Durante las últimas cuatro décadas el gobierno estadounidense no ha protegido los derechos de cientos de mujeres embarazadas, pasando por alto su derecho a abortar, según el último informe de los Defensores Nacionales de las Mujeres Embarazadas (NAPW, por sus siglas en inglés).
Los autores del estudio, que ha sido publicado este martes, recogen 413 casos criminales y civiles en 44 estados de EE.UU. en un periodo que va desde 1975 a 2005, y describe situaciones en las que mujeres embarazadas fueron arrestadas, condenadas, recluidas en centros psiquiátricos o sometidas a tratamientos médicos. Desde 2005 la NAWP detectó unos 250 casos y los autores admiten que los datos pueden ser incompletos. 

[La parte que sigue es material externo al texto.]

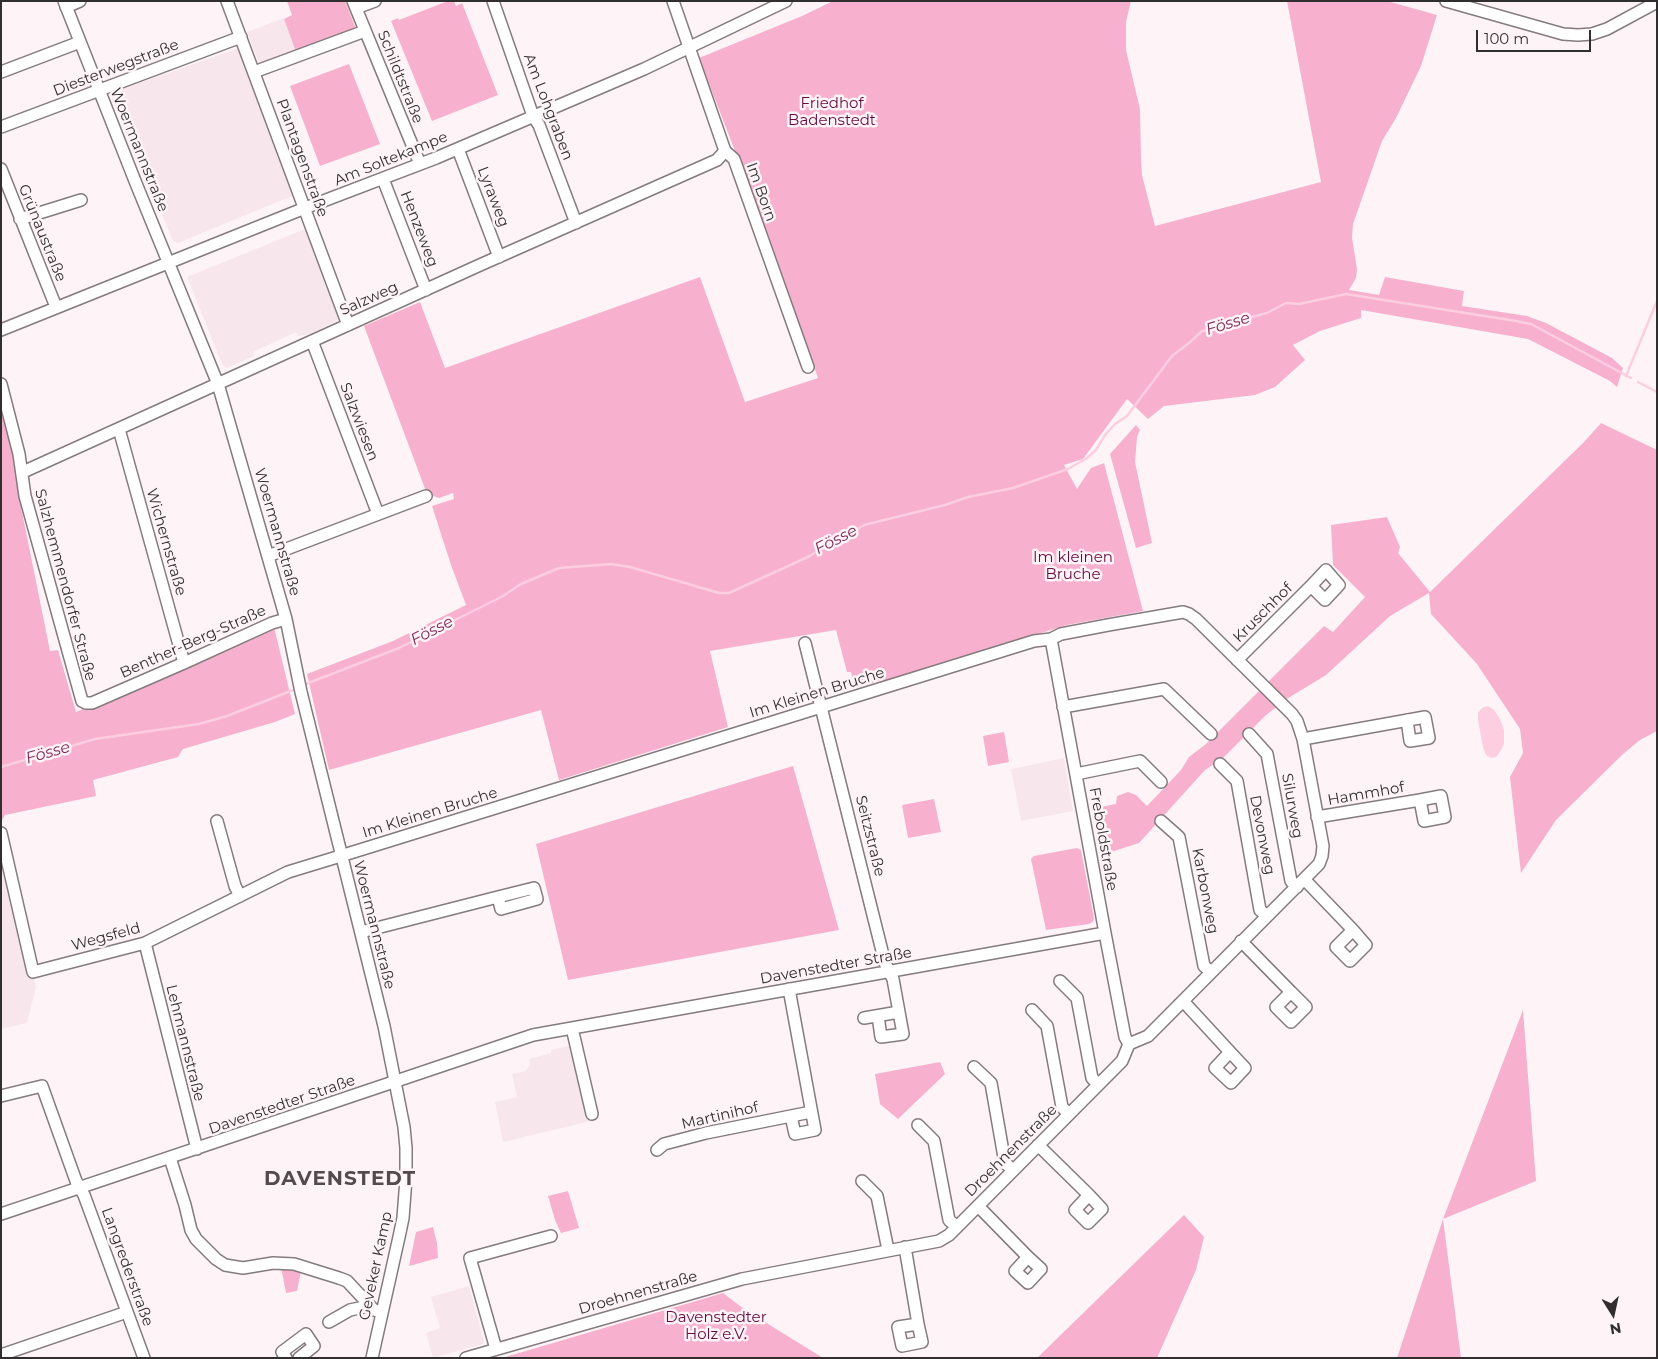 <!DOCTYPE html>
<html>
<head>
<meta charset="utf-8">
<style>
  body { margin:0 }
  #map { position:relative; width:1658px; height:1359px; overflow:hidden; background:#fef4f8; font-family:Montserrat,sans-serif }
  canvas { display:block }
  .frame { position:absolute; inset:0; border:2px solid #312e2f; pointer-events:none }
  .north { position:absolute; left:1588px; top:1289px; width:50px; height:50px; -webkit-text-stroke:4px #fef4f8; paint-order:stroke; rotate:170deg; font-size:14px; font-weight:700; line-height:20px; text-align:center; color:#312e2f }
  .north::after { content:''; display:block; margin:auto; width:18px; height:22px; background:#312e2f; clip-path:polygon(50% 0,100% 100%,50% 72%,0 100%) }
  .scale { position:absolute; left:1476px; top:30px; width:115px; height:22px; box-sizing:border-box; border:2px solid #312e2f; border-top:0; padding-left:6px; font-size:15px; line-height:18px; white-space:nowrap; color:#312e2f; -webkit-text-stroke:4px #fef4f8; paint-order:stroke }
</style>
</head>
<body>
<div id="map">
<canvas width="1658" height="1359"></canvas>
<div class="frame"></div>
<div class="north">N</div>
<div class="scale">100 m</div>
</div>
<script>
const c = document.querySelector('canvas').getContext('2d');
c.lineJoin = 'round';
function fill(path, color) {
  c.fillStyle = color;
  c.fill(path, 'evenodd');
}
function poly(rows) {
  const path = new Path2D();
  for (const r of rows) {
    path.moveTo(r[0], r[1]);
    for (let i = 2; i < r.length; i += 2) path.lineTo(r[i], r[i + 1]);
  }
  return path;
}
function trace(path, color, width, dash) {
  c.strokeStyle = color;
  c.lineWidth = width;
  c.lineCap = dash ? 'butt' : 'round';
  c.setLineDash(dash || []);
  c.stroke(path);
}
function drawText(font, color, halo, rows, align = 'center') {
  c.font = font + ' Montserrat,sans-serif';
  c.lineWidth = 5;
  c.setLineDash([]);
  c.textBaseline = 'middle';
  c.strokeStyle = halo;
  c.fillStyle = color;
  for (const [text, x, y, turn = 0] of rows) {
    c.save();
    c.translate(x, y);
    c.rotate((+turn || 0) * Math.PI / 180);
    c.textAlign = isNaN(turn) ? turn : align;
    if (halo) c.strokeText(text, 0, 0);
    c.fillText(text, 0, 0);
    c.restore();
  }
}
const built = poly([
  [284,18,296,52,263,64,258,61,247,32],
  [239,48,292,196,178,243,173,241,122,117,120,117,113,95,114,92],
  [305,229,337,314,338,320,310,334,298,336,296,332,253,352,255,356,226,368,222,364,187,277],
  [1064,758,1073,811,1021,821,1011,769],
  [1,842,36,987,27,1023,1,1029],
  [573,1045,591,1121,503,1142,495,1102,517,1097,512,1074,526,1071,530,1064,529,1059,551,1053,551,1050],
  [469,1286,484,1342,483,1344,433,1358,426,1333,440,1328,431,1297]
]);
const green = poly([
  [287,1,345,1,356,29,296,52,284,19,292,15],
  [448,1,454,1,456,6,462,3,498,95,432,121,391,21,398,18,399,20],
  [833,1,1131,1,1126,22,1126,50,1140,109,1141,159,1142,175,1155,226,1321,182,1287,1,1387,1,1437,15,1421,66,1396,118,1382,141,1353,224,1352,238,1357,269,1356,278,1349,290,1379,295,1385,277,1464,291,1462,306,1527,316,1546,323,1612,358,1623,368,1617,387,1610,381,1528,339,1361,310,1361,318,1320,331,1293,345,1305,360,1275,387,1255,395,1164,406,1148,419,1127,399,1083,459,1064,465,1077,489,1091,468,1104,463,1143,611,1067,625,883,682,882,680,855,688,851,672,847,672,836,630,710,651,728,727,559,780,541,710,329,770,307,674,393,641,466,605,451,565,432,506,454,499,453,493,439,498,427,494,364,326,420,302,445,368,700,277,745,402,818,378,773,249,699,58,802,16],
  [349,64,380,144,320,166,290,86],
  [1,412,12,445,18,492,50,651,58,650,76,712,274,627,295,714,275,722,183,749,178,757,93,780,96,796,5,815,1,822],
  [1601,423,1657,450,1657,731,1640,740,1623,754,1556,820,1521,873,1510,777,1523,753,1520,729,1477,664,1431,614,1429,593,1390,616,1326,675,1285,700,1265,716,1222,759,1205,770,1139,843,1108,853,1099,835,1095,808,1116,804,1117,796,1128,792,1136,795,1147,806,1181,770,1189,757,1206,744,1324,626,1333,632,1365,597,1333,565,1331,525,1387,517,1400,547,1398,553,1430,592,1584,442],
  [1136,425,1140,430,1137,437,1135,462,1152,543,1136,548,1110,454],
  [1004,732,1009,762,988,766,983,736],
  [793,766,839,930,568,980,536,844],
  [934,799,941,832,908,838,902,805],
  [1077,848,1081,850,1094,918,1093,922,1089,924,1046,930,1031,859,1034,856],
  [1523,1010,1536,1181,1443,1219,1461,1358,1397,1358,1443,1219],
  [940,1062,945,1074,898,1119,880,1104,875,1074],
  [568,1191,579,1228,561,1233,555,1220,548,1196],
  [1184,1215,1204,1237,1196,1270,1157,1358,1037,1358],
  [433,1227,437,1243,438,1258,409,1266,416,1232],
  [281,1267,301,1271,297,1291,286,1293],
  [723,1293,744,1309,823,1358,502,1358]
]);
const water = poly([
  [1488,706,1494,710,1500,719,1504,730,1504,744,1500,752,1496,757,1491,758,1486,755,1483,747,1478,720,1478,713,1482,708]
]);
const stream = poly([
  [1626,376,1657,301],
  [1638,382,1657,392],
  [303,685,399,648,503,596,521,584,559,568,611,564,630,567,719,593,729,593,810,556,825,545,846,536,864,525,945,505,968,497,1013,488,1068,469,1087,458,1096,450,1105,435,1115,424,1127,416,1172,356,1189,343,1202,331,1212,330,1221,325,1267,313,1286,303,1299,304,1346,294,1516,321,1531,324,1631,378],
  [1,767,95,739,199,724,227,716,296,689]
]);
const minor = poly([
  [64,1,135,181,218,384,286,619,301,692,384,1026,404,1127,406,1148,406,1179,403,1218,399,1237,372,1358],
  [227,1,348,325],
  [353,1,420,164],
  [493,1,533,116,539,125,576,223],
  [673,1,725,151,734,159,808,367],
  [1446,1,1563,34,1578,35,1592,34,1607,29,1657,2],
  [66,7,80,1],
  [356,8,375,1],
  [1,72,80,42],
  [254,72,365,31],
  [1,127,241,37],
  [458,149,499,257],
  [1,169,56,307],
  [383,179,426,290],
  [20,219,81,200],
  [1,330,305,208,436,158,644,69,786,1],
  [312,341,378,514],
  [1,384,19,454,25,496,82,701,86,703,92,703,184,663,272,623,286,619],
  [119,429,184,663],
  [23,472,480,265,717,160,725,151],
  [268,556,426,496],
  [1051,639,1105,933,1125,1037,1129,1044],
  [805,643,885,963,893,979,903,1034,881,1037,878,1016],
  [1237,660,1311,586,1325,600,1339,585,1326,570,1311,586],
  [1063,707,1164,689,1211,734],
  [1249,734,1267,754,1291,881,1297,887],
  [1303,739,1425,717,1429,738,1410,741,1407,720],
  [1220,764,1237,781,1260,910,1267,916],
  [1076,774,1140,761,1161,782],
  [1317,817,1420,800,1424,821,1445,817,1441,796,1420,800],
  [217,821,235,886,240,896],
  [1161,821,1179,837,1204,966,1211,972],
  [1,833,33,972,145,943,288,872,334,858,1034,641,1051,639,1061,634,1108,625,1183,612,1189,614,1196,619,1292,714,1297,721,1303,739,1323,846,1322,856,1319,864,1148,1036,1129,1044],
  [1304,879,1353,930,1336,947,1350,961,1366,945,1353,930],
  [361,932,490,899,534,888,537,899,501,909,498,897],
  [1241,941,1291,992,1276,1007,1291,1022,1306,1007,1291,992],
  [145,943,197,1149],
  [1060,981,1077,998,1092,1078,1098,1084],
  [789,989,815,1130,795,1134,791,1116],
  [1183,1001,1230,1052,1215,1068,1231,1083,1245,1068,1230,1052],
  [1032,1010,1047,1026,1062,1107,1069,1114],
  [864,1018,899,1012],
  [572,1028,592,1114],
  [974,1067,991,1083,1005,1163,1013,1170],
  [1,1096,42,1086,76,1181,84,1195,144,1358],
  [918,1125,934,1141,949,1220,957,1227],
  [1038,1145,1089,1195,1075,1210,1088,1223,1102,1209,1089,1195],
  [657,1150,664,1144,706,1133,811,1112],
  [170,1158,185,1205,191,1230,196,1239,216,1259,225,1265,243,1268,273,1263,294,1264,339,1278,347,1281,374,1310,381,1312],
  [862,1181,877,1196,888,1250],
  [978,1206,1028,1257,1015,1271,1028,1283,1041,1269,1028,1257],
  [1,1214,533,1035,1105,933],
  [905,1247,918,1324,898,1327,902,1346,922,1342,918,1324],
  [329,1322,350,1310,369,1306],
  [496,1349,470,1258,551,1236],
  [1,1355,127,1312],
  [286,1358,282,1352,306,1334,314,1346,299,1358],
  [466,1358,742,1279,939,1241,949,1235,957,1227,1122,1061,1129,1044]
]);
const streetNames = [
  ["Diesterwegstraße",116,68,-21],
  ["Schildtstraße",400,77,68],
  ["Am Lohgraben",548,107,69],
  ["Woermannstraße",139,150,68],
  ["Plantagenstraße",302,158,70],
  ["Am Soltekampe",391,159,-22],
  ["Im Born",761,192,70],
  ["Lyraweg",493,197,69],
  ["Henzeweg",419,229,69],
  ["Grünaustraße",42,233,68],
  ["Salzweg",369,299,-24],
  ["Salzwiesen",359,422,69],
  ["Woermannstraße",277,532,74],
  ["Wichernstraße",166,542,74],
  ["Salzhemmendorfer Straße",65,585,75],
  ["Kruschhof",1263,613,-45],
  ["Benther-Berg-Straße",193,642,-24],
  ["Im Kleinen Bruche",817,693,-17],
  ["Hammhof",1366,794,-10],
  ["Silurweg",1292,806,80],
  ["Im Kleinen Bruche",430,813,-17],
  ["Devonweg",1262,835,79],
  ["Seitzstraße",870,836,76],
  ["Freboldstraße",1103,839,80],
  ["Karbonweg",1205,891,79],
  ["Woermannstraße",374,925,76],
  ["Wegsfeld",106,937,-15],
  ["Davenstedter Straße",836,966,-10],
  ["Lehmannstraße",185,1043,76],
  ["Davenstedter Straße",282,1105,-19],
  ["Martinihof",720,1116,-13],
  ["Droehnenstraße",1011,1151,-45],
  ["Geveker Kamp",376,1266,-78],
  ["Langrederstraße",127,1267,70],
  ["Droehnenstraße",638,1293,-16]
];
const parkNames = [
  ["Friedhof",832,104],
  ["Badenstedt",832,121],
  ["Im kleinen",1073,558],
  ["Bruche",1073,575],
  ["Davenstedter",716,1318],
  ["Holz e.V.",716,1335]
];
const waterNames = [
  ["Fösse",1228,324,-17],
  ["Fösse",836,540,-27],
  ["Fösse",432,631,-27],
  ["Fösse",48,753,-16]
];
const districtNames = [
  ["DAVENSTEDT",340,1179]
];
fill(built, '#f8e6ed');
fill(green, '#f7b1ce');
fill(water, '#fdcde0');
trace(stream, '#fdcde0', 2.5);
trace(minor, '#847b7e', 14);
trace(minor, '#fff', 11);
drawText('15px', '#312e2f', '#fef4f8', streetNames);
drawText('15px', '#640b3d', '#fef4f8', parkNames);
drawText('italic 16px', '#7f2854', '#fef4f8', waterNames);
c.letterSpacing = '1px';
drawText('bold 20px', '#524a4d', '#fef4f8', districtNames);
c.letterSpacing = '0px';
</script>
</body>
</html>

En la mayoría de los casos las mujeres fueron detenidas y arrestadas no solo por haber interrumpido el embarazo o por intentar hacerlo, sino también por haber perdido el bebé de forma no intencionada.
En uno de los casos un juez en Ohio encarceló a una mujer para evitar que abortara, mientras en que Oregón una mujer fue trasladada a un centro psiquiátrico tras rechazar la recomendación del doctor de pasar la prueba de sangre adicional por diabetes.

En otro de los casos registrados en Washington D.C. la corte decretó que una mujer en estado grave se sometiera a una cesaría contra su voluntad. Ni la madre ni su bebé sobrevivieron a la operación.  

Según se recoge en el dossier, la tentativa de suicidio de una mujer en Indiana fue calificada el año pasado como intención de matar el feto. 
 
Según los autores del informe, tales casos son resultado de las pecularidades de la legislación estadounidense. "Usan la legislación para mantener embarazadas a las mujeres. Tenemos el poder sobre los bebés y las mujeres, es lo que dicen los jueces", dice una de las autoras del informe y el líder de la NAWP.